DIRECTIONS FOR THIS TASK: A complete answer includes every line below with the word "align".

►

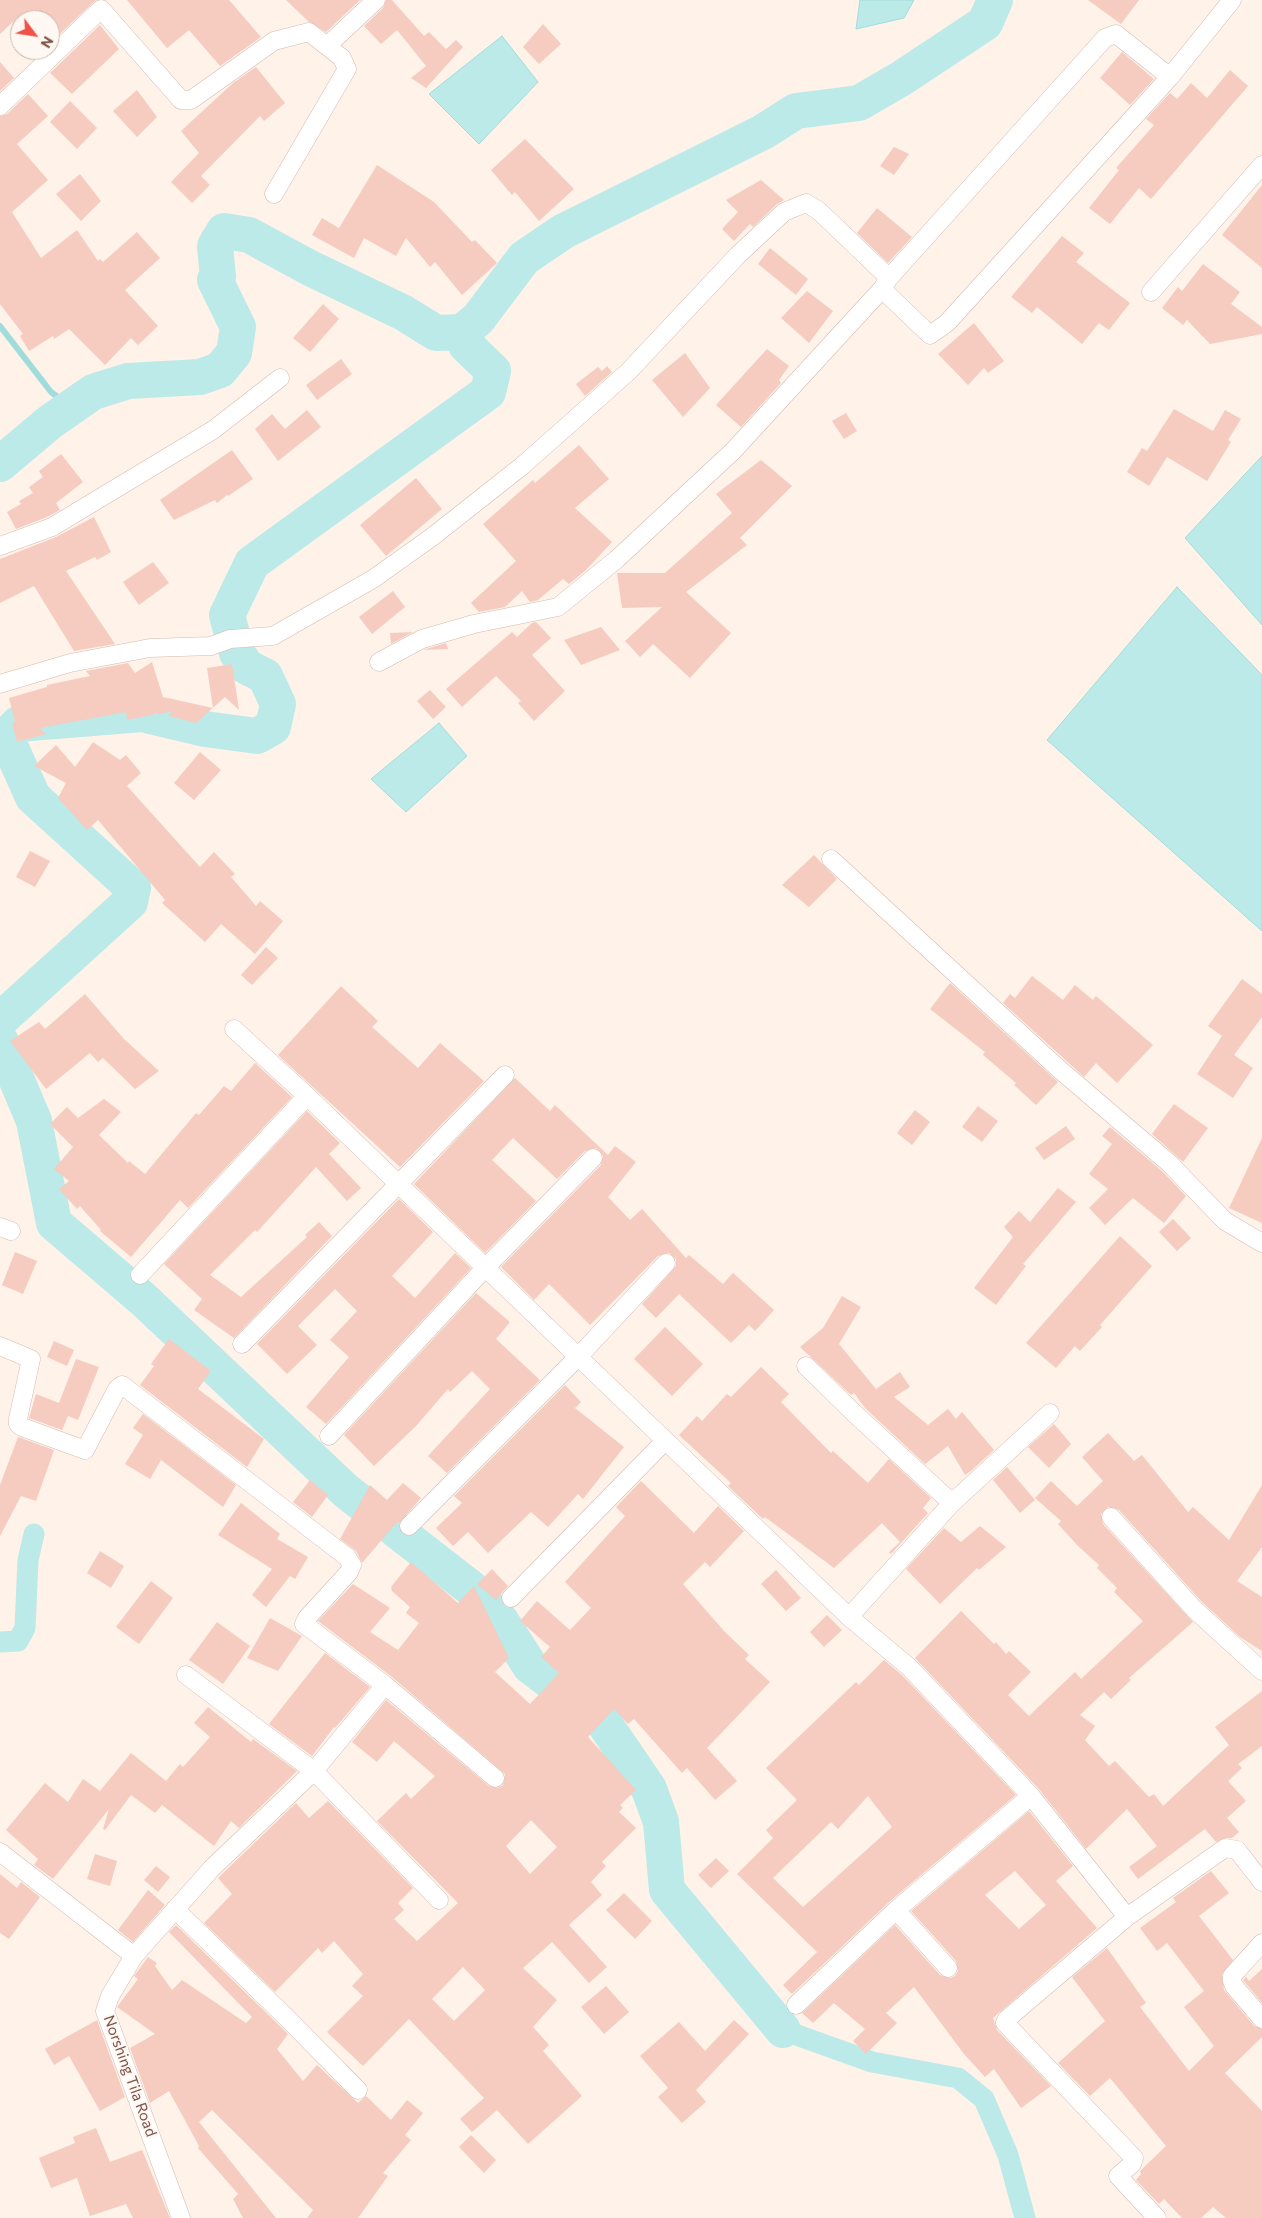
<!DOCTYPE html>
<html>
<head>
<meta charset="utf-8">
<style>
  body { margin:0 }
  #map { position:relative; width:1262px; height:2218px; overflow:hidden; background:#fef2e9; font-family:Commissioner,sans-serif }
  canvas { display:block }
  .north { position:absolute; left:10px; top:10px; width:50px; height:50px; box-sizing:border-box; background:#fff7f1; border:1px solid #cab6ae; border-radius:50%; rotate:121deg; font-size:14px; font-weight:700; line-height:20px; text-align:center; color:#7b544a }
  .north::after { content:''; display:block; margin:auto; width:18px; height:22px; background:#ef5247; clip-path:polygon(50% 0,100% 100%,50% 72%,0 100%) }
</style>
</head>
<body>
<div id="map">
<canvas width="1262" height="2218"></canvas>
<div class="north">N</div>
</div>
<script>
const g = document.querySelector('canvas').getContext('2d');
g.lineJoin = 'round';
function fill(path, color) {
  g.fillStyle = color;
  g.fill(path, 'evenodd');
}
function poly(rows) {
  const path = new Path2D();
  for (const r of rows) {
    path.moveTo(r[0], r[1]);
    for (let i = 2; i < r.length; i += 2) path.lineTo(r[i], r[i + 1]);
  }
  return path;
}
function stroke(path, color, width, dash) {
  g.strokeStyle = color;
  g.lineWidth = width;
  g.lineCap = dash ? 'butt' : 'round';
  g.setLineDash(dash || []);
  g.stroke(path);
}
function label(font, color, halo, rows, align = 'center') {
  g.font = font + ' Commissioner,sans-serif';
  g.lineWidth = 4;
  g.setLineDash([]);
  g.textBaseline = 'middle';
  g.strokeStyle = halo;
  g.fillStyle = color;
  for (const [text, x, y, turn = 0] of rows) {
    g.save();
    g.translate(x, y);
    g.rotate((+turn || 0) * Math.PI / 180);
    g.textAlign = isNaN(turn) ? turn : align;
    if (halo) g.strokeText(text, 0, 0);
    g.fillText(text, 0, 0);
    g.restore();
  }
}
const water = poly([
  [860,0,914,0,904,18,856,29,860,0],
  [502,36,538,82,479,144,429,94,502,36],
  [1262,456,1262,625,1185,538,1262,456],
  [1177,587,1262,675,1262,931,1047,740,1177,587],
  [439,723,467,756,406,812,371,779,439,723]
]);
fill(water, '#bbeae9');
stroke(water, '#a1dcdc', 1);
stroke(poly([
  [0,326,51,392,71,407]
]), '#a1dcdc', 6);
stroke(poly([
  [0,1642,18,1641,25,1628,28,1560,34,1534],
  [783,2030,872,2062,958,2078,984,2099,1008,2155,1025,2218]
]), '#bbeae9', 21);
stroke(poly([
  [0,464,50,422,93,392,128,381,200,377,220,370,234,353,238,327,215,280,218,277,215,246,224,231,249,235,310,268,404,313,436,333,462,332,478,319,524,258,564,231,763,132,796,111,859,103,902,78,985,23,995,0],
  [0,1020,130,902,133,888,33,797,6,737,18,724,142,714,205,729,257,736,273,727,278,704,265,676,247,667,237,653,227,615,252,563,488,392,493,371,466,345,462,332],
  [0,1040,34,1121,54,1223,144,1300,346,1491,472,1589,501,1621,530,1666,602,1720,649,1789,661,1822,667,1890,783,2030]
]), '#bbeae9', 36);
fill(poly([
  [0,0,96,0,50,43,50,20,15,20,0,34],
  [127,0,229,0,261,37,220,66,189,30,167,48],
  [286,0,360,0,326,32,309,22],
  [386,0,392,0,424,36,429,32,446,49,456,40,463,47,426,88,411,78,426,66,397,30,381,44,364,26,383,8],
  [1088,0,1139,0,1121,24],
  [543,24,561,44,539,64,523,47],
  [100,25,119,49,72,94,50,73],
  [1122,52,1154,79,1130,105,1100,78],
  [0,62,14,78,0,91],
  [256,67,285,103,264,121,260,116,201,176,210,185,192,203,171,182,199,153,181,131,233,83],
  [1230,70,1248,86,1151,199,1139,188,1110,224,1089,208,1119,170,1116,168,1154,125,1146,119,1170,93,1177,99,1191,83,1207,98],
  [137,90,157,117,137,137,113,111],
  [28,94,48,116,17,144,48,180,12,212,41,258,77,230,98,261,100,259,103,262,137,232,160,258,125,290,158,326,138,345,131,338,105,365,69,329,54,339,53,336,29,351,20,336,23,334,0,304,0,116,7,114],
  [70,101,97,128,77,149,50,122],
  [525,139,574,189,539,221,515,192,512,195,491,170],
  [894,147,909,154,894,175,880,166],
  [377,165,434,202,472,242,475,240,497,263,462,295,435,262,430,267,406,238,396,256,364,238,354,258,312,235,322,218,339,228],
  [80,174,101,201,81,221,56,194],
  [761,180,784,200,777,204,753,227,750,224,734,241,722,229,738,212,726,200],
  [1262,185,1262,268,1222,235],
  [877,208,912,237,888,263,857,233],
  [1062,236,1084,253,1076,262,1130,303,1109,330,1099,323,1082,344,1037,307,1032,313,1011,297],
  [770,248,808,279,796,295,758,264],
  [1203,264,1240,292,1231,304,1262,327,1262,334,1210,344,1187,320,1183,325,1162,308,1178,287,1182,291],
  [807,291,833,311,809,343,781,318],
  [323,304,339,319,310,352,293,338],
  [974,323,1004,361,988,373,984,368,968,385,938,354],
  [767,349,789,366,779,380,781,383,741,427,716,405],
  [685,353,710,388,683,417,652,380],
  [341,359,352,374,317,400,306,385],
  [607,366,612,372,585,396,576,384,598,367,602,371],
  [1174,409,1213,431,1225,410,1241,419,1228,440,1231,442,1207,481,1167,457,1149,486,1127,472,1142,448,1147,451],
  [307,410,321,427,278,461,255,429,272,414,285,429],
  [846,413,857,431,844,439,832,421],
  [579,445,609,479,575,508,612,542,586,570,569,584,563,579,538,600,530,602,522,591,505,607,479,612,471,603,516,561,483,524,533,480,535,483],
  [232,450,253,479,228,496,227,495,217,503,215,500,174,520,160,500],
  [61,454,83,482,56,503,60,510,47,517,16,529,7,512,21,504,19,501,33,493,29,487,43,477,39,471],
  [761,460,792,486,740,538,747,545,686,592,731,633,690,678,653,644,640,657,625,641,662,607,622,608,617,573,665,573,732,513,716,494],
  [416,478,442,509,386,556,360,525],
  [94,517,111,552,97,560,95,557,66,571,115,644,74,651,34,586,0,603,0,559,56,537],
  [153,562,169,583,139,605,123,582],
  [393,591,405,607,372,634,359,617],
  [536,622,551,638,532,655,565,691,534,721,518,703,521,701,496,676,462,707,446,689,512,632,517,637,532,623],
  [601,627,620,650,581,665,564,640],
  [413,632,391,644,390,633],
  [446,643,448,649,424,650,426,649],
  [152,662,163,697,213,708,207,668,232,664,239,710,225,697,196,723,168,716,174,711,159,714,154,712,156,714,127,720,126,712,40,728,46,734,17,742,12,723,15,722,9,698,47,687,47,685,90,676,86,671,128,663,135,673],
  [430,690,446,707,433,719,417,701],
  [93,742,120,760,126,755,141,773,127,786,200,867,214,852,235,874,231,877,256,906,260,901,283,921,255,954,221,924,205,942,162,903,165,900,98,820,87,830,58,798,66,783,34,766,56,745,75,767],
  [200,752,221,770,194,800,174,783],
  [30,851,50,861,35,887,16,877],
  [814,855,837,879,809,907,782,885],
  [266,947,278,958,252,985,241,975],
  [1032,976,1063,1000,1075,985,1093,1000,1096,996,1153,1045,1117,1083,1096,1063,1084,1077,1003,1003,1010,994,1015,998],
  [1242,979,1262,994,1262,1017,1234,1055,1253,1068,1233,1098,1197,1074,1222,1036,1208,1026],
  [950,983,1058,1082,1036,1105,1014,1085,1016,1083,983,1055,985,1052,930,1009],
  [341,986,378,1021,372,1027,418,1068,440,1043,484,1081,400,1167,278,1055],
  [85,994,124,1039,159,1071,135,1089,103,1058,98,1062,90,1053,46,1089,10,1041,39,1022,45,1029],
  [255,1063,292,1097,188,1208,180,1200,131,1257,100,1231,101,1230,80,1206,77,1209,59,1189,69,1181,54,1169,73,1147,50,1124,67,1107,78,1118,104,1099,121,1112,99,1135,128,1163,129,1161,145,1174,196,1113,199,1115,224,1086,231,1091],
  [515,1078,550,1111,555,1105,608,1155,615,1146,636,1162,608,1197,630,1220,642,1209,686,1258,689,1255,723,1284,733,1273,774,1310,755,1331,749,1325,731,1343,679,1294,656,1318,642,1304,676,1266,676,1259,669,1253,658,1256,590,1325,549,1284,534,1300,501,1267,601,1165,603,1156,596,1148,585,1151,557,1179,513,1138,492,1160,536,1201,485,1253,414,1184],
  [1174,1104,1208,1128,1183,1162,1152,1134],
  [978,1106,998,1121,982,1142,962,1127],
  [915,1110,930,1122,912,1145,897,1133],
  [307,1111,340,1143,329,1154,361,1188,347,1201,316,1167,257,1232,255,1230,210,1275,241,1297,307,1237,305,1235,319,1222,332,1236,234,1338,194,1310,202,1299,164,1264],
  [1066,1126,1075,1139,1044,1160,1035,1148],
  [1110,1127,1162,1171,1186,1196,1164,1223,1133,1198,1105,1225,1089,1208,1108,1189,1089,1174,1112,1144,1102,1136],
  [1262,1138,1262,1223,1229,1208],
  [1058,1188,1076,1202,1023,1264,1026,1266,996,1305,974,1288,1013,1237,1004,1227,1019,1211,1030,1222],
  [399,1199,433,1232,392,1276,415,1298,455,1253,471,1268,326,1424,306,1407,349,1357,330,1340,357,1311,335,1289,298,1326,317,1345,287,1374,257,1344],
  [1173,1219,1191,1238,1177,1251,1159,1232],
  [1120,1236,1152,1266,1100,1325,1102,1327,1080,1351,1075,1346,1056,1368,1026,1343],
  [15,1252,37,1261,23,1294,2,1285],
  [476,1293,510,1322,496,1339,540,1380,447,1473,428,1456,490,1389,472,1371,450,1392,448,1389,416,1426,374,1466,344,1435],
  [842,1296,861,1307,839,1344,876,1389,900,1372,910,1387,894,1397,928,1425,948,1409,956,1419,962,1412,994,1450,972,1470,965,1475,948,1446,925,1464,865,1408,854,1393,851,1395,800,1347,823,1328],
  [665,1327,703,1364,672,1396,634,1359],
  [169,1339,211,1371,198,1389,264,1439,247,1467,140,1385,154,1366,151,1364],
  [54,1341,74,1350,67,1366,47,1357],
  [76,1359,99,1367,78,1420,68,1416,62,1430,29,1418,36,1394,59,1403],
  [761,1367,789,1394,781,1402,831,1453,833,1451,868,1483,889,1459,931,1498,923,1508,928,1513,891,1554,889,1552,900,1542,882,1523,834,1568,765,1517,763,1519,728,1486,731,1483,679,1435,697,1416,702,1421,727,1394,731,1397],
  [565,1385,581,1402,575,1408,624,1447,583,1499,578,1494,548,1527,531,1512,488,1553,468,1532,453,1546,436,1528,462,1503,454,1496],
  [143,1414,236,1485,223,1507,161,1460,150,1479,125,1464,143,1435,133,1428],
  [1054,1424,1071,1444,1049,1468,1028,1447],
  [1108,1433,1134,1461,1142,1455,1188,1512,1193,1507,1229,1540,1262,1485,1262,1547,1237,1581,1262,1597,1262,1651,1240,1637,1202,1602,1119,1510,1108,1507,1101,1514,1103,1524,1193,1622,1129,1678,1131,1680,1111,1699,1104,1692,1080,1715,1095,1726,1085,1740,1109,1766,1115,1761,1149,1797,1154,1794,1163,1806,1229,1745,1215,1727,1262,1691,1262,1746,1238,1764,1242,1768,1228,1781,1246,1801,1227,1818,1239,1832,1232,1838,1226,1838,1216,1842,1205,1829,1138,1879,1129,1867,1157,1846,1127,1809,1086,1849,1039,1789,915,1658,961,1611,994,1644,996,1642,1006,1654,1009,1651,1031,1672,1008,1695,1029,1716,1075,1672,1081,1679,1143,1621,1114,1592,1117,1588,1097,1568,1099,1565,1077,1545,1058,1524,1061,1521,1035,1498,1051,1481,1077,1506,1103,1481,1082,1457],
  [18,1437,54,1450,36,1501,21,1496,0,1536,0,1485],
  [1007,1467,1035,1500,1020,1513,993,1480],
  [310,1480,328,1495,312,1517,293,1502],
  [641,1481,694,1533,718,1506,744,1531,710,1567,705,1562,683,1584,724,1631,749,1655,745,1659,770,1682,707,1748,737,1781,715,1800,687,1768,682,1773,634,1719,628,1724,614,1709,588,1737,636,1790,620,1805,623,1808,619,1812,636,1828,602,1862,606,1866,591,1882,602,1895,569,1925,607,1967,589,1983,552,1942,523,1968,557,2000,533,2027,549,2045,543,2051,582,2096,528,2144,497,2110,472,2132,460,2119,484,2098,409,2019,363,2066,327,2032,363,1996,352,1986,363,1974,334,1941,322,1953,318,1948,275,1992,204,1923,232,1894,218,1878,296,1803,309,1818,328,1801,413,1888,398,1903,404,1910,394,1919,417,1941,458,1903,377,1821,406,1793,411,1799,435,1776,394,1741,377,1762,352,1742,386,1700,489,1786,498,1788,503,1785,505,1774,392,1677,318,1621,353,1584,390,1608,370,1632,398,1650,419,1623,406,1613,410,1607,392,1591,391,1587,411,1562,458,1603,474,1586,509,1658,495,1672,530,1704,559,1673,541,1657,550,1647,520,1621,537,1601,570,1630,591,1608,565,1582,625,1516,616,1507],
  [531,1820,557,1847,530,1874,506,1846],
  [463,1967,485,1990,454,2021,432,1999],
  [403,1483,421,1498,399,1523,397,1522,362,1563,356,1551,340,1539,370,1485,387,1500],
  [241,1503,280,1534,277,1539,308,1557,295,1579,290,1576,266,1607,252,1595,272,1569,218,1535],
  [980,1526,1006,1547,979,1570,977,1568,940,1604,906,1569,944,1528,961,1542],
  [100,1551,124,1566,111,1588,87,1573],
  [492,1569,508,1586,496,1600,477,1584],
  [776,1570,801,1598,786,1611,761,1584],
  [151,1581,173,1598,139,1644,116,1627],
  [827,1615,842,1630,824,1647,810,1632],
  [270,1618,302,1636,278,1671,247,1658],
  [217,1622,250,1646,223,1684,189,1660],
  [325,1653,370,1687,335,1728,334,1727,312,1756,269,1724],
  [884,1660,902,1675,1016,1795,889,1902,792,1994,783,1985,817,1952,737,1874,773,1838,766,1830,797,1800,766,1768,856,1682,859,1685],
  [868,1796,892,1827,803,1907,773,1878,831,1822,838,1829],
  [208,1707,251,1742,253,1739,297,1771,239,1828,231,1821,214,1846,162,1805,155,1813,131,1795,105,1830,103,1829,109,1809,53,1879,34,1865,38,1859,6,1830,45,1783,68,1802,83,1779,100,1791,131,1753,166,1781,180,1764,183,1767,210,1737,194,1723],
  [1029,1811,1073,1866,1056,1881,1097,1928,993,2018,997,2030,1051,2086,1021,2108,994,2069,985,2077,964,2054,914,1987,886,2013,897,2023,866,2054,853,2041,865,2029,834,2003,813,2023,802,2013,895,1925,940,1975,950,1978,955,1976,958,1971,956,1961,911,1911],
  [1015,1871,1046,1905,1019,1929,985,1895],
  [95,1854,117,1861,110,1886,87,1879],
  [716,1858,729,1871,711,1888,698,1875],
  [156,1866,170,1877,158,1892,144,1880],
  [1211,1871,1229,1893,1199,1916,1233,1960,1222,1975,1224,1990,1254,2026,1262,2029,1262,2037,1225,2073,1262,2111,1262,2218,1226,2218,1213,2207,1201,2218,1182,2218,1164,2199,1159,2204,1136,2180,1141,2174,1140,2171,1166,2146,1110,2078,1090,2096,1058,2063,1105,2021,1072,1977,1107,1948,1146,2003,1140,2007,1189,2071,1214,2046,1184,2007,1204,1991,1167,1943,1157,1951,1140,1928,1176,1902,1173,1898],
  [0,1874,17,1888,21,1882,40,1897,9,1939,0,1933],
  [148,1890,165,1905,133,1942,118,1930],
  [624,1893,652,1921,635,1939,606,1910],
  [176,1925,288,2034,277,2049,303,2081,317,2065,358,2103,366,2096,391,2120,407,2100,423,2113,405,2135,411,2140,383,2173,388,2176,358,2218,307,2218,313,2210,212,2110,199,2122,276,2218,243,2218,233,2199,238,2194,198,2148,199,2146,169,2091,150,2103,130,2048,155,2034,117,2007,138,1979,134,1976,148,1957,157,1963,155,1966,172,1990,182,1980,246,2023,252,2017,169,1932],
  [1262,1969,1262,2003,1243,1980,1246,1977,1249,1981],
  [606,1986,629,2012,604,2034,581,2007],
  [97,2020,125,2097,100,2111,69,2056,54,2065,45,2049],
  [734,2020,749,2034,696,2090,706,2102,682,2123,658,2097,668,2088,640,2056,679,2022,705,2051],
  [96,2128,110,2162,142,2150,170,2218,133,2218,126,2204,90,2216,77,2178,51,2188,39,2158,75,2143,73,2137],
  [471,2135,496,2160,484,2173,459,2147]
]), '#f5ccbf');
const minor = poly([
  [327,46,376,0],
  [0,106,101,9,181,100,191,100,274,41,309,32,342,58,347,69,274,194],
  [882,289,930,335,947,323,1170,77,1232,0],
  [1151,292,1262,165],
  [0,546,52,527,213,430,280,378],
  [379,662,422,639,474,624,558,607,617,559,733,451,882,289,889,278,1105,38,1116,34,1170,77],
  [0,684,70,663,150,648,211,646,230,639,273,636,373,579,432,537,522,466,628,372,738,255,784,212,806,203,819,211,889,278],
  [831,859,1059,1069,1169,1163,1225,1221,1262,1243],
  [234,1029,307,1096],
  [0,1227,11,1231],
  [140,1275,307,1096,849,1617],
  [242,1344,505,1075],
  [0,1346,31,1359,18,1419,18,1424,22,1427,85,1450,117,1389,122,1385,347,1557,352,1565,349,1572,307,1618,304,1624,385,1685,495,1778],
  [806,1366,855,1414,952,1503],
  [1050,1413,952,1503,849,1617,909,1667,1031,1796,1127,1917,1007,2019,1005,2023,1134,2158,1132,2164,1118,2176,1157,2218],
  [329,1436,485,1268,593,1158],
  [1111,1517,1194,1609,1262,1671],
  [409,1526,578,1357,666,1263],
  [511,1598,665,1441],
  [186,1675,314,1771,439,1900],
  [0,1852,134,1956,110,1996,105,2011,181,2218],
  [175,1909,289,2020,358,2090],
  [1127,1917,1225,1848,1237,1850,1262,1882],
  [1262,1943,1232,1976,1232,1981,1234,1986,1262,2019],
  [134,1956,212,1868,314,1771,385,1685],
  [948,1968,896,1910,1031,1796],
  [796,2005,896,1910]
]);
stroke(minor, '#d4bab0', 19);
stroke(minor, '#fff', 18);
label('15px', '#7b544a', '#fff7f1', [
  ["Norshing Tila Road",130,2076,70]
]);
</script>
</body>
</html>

◄

EXERCISE SOLUTION:
  .north { position:absolute; left:10px; top:10px; width:50px; height:50px; box-sizing:border-box; background:#fff7f1; border:1px solid #cab6ae; border-radius:50%; rotate:121deg; font-size:14px; font-weight:700; line-height:20px; text-align:center; color:#7b544a }
function label(font, color, halo, rows, align = 'center') {
    g.textAlign = isNaN(turn) ? turn : align;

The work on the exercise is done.